B is also for breast feeding.

Whether it is for you or not, whether you have too much milk supply (I did) or too little (too many other women I know), get help early.  And if you’re not, no big deal. I found a great lactation consultant who gave me solid advice and advice I could work with (she said I could drink yeah!). She was knowledgeable but flexible. I spoke to her several times after the visit too and it’s the best money I spent. I could write a whole different post on breast feeding but the long and short of it is, yes it’s natural and yes, its bloody hard. It’s both. And because it’s not easy, get all the help you can early on. You may exclusively breast feed, pump and feed, breast feed with formula or just formula. Whatever you do, remember the long term picture – too much hullaballoo on breast feeding these days – your baby WILL grow, he or she will have normal brain development and his or her success as a human being in life will not hinge only on whether you breast fed enough. (It does hinge however on who you are). Formula is not evil. So I would ask women everywhere, to stop beating themselves up over breast feeding and just do what works. I for one, had over supply which came with it’s own issues – engorgement, gassy baby from excessive let down (flow), baby in distress during feeds (imagine drinking from a fire hose), hard for baby and mom to feel comfortable feeding. Everyone assumes that its easy just because there’s enough milk and he’s growing well. It’s hard with too much milk too. I remember one night, howling in pain from engorgement, trying to figure out how the pump works. That night my son was my champion. He fed every hour, helping to assuage the quantity and pain. He is such a good kid.

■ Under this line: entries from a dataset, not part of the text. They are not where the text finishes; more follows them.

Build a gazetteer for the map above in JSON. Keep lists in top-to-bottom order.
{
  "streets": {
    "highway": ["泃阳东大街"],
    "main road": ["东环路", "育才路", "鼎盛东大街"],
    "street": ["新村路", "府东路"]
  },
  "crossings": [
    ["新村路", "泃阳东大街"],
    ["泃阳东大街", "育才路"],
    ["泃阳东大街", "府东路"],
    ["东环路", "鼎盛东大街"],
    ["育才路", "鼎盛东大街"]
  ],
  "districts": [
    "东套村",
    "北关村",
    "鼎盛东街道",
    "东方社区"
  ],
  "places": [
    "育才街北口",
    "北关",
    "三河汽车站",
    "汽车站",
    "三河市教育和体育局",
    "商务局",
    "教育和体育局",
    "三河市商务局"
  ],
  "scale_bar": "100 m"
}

And finally, C is for challenges.

There will be those everyday especially with breast feeding, diaper rashes, baby not sleeping, baby sleeping too much, not enough poop, too much poop, sick baby, sick mommy etc etc. And you will overcome them all with the help you have. So get all the help you can. And no help will be redundant. Challenges also mean sometimes you’re going two steps forward, one step back. For example, after 6 weeks my OB okayed me for exercise. How excited was I after staying homebound for 6 weeks. So i went to post natal yoga (which was fun – yoga with the baby – more on that later) and a long walk with Amma and Arhan in his brand new Bob stroller (love it). I promptly fell ill the next day. So I spent the remaining time in bed, quarantined and handing baby off to Amma. And that’s fine too – I just hope he doesn’t forget who I am. That I doubt – now that he has begun to recognize me and my voice, he makes lip smacking sounds at me. It is extremely endearing.

So if you can let go and just let your baby and life take over, let the days meld into nights of feeding but also spending lots of time looking at your baby’s hands and feet, marveling at how you made something so beautiful and perfect, let everyone who wants to help you, do so in their own way – whether someone brings the baby to you, feeds you, helps with laundry, helps clean the house/kitchen and even when things are in no shape or form the way you want them to be, let it go. Because these days are not coming back. The first smile, that yell he gives us when he needs a diaper change, even him crying when he is fussy – every little thing he does makes me want to crush him with love. I am extremely lucky to have had the support system I have but I am also lucky to have a calm baby who is reasonably fussy. But even if your baby is unreasonably fussy, you still need to hold onto those moments because they’re not coming back.  Always remember, that it’s harder for them than for you. You’ve had a lifetime of coping with challenges. For them, even the basic act of feeding is work. That’s why we laud babies that feed well – they’re doing their job well! For them, things are changing and they’re growing every single minute of every single day by leaps and bounds. And, that’s the first thing I have learned about being a parent. C is for Change. Change is eminent and constant. So live every minute of it well.